Why Tata Motors' Nano is going for a makeover


The call was unexpected. But when it came, Delna Avari had no doubt in her mind what her response would be. She moved from Bangkok to Mumbai, and from trucks and buses to little cars, "overnight". That was October 2010. Avari had spent the previous eight years doing short stints in different countries for Tata Motors' commercial vehicles division.

She was in Bangkok when Ravi Kant, who ran the company at the time, called. He wanted her to come back to India and join the Nano team. The vision for the Nano, said Kant, had not played out the way they thought it would. As understatements go, that was like calling a Ferrari a four-wheeled transport for two. The Nano was unveiled in January 2008, exactly 100 years after Model T hit the road and helped ordinary Americans drive every day.

The Nano, as the world's cheapest car, was meant to migrate millions of Indians from two wheels to four and prove India's supremacy in frugal manufacturing just as Henry Ford's Tin Lizzie had established the moving assembly line. However, the month Avari moved, the Nano sold a mere 3,065. It had crossed 5,000 only in four of the 16 months it had been in the market.
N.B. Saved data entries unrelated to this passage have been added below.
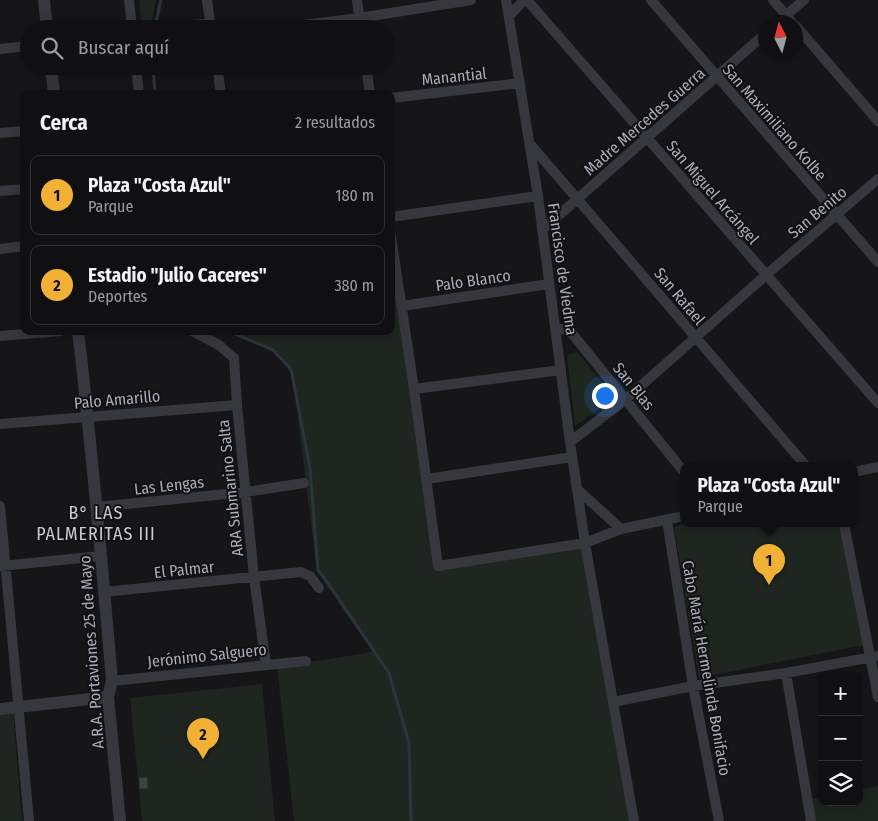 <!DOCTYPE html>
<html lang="es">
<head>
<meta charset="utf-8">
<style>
	:root { --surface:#101012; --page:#19191b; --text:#f1f3f6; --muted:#9c9d9f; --line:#303032; --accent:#f2b134 }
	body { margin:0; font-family:"Fira Sans Condensed",sans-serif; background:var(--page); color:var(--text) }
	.controls { position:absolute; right:15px; bottom:15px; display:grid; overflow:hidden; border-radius:10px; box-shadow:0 2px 12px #0003 }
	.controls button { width:45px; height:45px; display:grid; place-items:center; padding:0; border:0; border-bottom:1px solid var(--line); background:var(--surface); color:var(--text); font:25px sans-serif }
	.compass { position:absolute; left:758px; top:15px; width:45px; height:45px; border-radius:50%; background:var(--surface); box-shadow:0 2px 12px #0003; rotate:354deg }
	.you { position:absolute; left:604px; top:395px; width:18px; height:18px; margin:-12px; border:4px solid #fff; border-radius:50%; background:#1a73e8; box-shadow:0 0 0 8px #1a73e833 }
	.badge { display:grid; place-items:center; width:32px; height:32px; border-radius:50%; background:var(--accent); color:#111; font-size:16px; font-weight:700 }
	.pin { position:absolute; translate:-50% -41px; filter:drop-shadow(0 1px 2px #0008) }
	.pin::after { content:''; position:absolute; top:26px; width:18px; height:15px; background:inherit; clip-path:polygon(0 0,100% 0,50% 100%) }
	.popup { position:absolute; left:680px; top:462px; width:178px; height:65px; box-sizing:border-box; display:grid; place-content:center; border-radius:10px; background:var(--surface); filter:drop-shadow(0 1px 4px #0005); font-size:16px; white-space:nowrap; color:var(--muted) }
	.popup b { font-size:19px; color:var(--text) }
	.popup::after { content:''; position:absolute; left:50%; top:100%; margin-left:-10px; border:10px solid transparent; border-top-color:var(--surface) }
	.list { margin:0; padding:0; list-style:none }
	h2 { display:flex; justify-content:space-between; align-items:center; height:65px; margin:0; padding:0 20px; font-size:21px }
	h2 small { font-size:16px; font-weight:400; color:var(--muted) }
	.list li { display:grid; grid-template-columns:32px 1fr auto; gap:15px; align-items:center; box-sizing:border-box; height:80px; margin:0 10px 10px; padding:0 10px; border:1px solid var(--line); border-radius:10px }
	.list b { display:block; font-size:19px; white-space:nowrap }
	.list p { margin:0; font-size:16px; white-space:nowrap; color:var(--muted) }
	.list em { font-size:16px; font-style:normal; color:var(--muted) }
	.icon { flex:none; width:28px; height:28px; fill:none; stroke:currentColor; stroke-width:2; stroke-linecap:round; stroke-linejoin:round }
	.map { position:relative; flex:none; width:878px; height:821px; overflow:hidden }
	.search { position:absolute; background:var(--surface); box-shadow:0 2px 12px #0003; left:20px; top:20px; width:375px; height:55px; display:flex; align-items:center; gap:12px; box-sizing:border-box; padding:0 18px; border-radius:28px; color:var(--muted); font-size:19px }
	.panel { position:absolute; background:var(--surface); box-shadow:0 2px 12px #0003; left:20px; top:90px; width:375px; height:245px; border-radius:10px }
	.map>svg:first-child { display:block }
	.green { fill:#1e261f }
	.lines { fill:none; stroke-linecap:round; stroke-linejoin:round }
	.stream { stroke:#2c353c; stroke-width:3 }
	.building { fill:#404145; stroke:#303034 }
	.minor { stroke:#37383d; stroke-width:10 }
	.tertiary { stroke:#37383d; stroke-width:12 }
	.labels { text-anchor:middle; stroke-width:4; stroke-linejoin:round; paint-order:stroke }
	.street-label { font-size:16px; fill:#a8adb8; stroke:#111113 }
	.neighbourhood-label { font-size:18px; letter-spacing:1px; fill:#c9ccd4; stroke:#111113 }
</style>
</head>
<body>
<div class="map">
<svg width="878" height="821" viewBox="0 0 878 821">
	<rect width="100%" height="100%" fill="#161618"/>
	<path class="green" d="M139,0H156L152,22L141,23Z
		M391,252L437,566L585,544L632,821H294L277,667L373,652L317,572L293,377L274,349L230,331H391Z
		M577,352L615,398L575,426L567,355Z
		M686,524H839L868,644L699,678L674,527Z
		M262,684L275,821H142L130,698Z
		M13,710L22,821H0V711Z
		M878,786V821H811L808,800L822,797V802H859V790Z"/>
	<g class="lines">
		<path class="stream" d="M156,22L161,0
			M153,66L155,94
			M228,331L273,350L291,369L310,468L318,570L330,586L389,673L409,743L411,821"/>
	</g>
	<path class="building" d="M147,777L148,788L140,789L139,778Z"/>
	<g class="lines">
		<path class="minor" d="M129,0L132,29
			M207,0L211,29
			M357,0L361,29
			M506,0L538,196L570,442L585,543L634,821
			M527,0L878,403
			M651,0L878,262
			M773,0L792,22
			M509,16L524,0
			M778,22L804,0
			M796,26L878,121
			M166,29L210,23
			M272,29L359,18L471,0
			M0,49L29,46
			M136,66L139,94
			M217,66L221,94
			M366,66L370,94
			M391,98L520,83
			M0,133L24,131
			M531,145L806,466
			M0,191L24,189
			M391,217L538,196
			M542,230L766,33
			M391,236L414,389L438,566L585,543L621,529L684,516
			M0,249L24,246
			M402,306L549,284
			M555,327L570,331L684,472
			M192,331L219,345L234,358L237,405L254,577L266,665
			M0,336L61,331
			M414,389L561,370
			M0,424L237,405
			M570,442L626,399L766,275L878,179
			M854,472L878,467
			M427,479L572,457
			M577,489L621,529
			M0,506L29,821
			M97,507L246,492L304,483
			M667,520L693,686L719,821
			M844,524L878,697
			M1,566L101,556
			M104,592L301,572L310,576L319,588
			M786,673L811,821
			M112,681L306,661
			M613,702L693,686L786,673L878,656"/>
		<path class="tertiary" d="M44,0L47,29
			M51,66L54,94
			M78,331C92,448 102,564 112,681L108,697L120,821
			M0,709L108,697"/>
	</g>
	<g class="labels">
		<g class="street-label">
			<text transform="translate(454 76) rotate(-6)" y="6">Manantial</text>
			<text transform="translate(644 121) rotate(-41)" y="6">Madre Mercedes Guerra</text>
			<text transform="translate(775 122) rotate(49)" y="6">San Maximiliano Kolbe</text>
			<text transform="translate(713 192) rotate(49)" y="6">San Miguel Arcángel</text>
			<text transform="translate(817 212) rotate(-40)" y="6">San Benito</text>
			<text transform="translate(563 269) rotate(82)" y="6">Francisco de Viedma</text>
			<text transform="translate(473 280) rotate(-8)" y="6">Palo Blanco</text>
			<text transform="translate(680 296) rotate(50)" y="6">San Rafael</text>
			<text transform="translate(634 386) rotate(51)" y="6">San Blas</text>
			<text transform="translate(117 399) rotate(-5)" y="6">Palo Amarillo</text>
			<text transform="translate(169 485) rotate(-6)" y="6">Las Lengas</text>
			<text transform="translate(230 488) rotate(-96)" y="6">ARA Submarino Salta</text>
			<text transform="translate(184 569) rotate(-6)" y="6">El Palmar</text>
			<text transform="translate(91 652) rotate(-94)" y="6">A.R.A. Portaviones 25 de Mayo</text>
			<text transform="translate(207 655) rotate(-6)" y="6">Jerónimo Salguero</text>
			<text transform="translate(707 668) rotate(80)" y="6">Cabo María Hermelinda Bonifacio</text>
		</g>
		<g class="neighbourhood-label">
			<text x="96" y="519">B° LAS<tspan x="96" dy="21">PALMERITAS III</tspan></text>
		</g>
	</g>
</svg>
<div class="controls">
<button>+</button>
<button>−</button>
<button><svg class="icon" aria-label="layers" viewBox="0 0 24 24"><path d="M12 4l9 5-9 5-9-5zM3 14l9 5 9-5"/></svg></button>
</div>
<svg class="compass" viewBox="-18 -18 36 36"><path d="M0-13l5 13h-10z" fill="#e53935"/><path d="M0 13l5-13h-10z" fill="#9c9d9f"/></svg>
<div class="you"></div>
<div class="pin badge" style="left:769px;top:585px">1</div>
<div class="popup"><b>Plaza &quot;Costa Azul&quot;</b>Parque</div>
<div class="pin badge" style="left:203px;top:759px">2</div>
<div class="search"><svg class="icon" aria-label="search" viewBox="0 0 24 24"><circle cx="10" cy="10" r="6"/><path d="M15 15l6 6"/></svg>Buscar aquí</div>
<section class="panel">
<h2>Cerca<small>2 resultados</small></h2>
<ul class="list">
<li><span class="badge">1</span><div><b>Plaza &quot;Costa Azul&quot;</b><p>Parque</p></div><em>180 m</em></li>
<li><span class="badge">2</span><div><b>Estadio &quot;Julio Caceres&quot;</b><p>Deportes</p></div><em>380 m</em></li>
</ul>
</section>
</div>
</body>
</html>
Its installed capacity was 15,000 a month.

There would have been periodic increases in it. According to reports at the time, Tata Motors had spent $400 million just on developing the little car, and then some on setting up a new factory in Sanand, Gujarat to produce it. "When we were planning facilities for the car and working out a business plan, the business plan shown to me was looking at a figure of 200,000.

I said the figure is crazy. If we can do this, we should be looking at a million cars a year, and if we cannot do a million then we shouldn't be doing this kind of car at all," former Tata Sons Chairman Ratan Naval Tata said in an interview to the group website in January 2008, on the eve of unveiling the car and giving it a name. Between two stools Tata, or RNT, as his executives like to refer to him, remains a guiding light for the group despite retiring at the end of 2012. He was the one who conceived the idea of the Nano.


His first doodle, of a car built around the humble scooter, was inspired by the sight of a family perched precariously on a scooter and trying to take shelter under a flyover in typically heavy Mumbai rain. The Nano, with its low price tag, would be the answer to their problems. Years before it came to be named, the concept of the car spread like wildfire as soon as Tata mentioned it in 2003. They called it the world's cheapest car, or the Rs.1 lakh car, or - in Hindi - the lakhtakia gaadi. Avari, brought back to head the Nano project, had to be part of the team tasked with reviving its fortunes. She came amid inauspicious portends.


The next month, November 2010, the car plunged new depths by selling a mere 509. Didn't she come back to India kicking and screaming? "I was honoured," says Avari with a chuckle, something that is never too far from her countenance. "Anything for the Tata group." That last bit has to do with her lineage. Her father, like her, worked in Tata Motors, and mother in the group's insurance arm; her sister is with Taj, the group's hotel chain. "We are a Tata family." She is also a Nano owner, driven by her chauffeur, and refers to the tiny egg-shaped car as "the little one".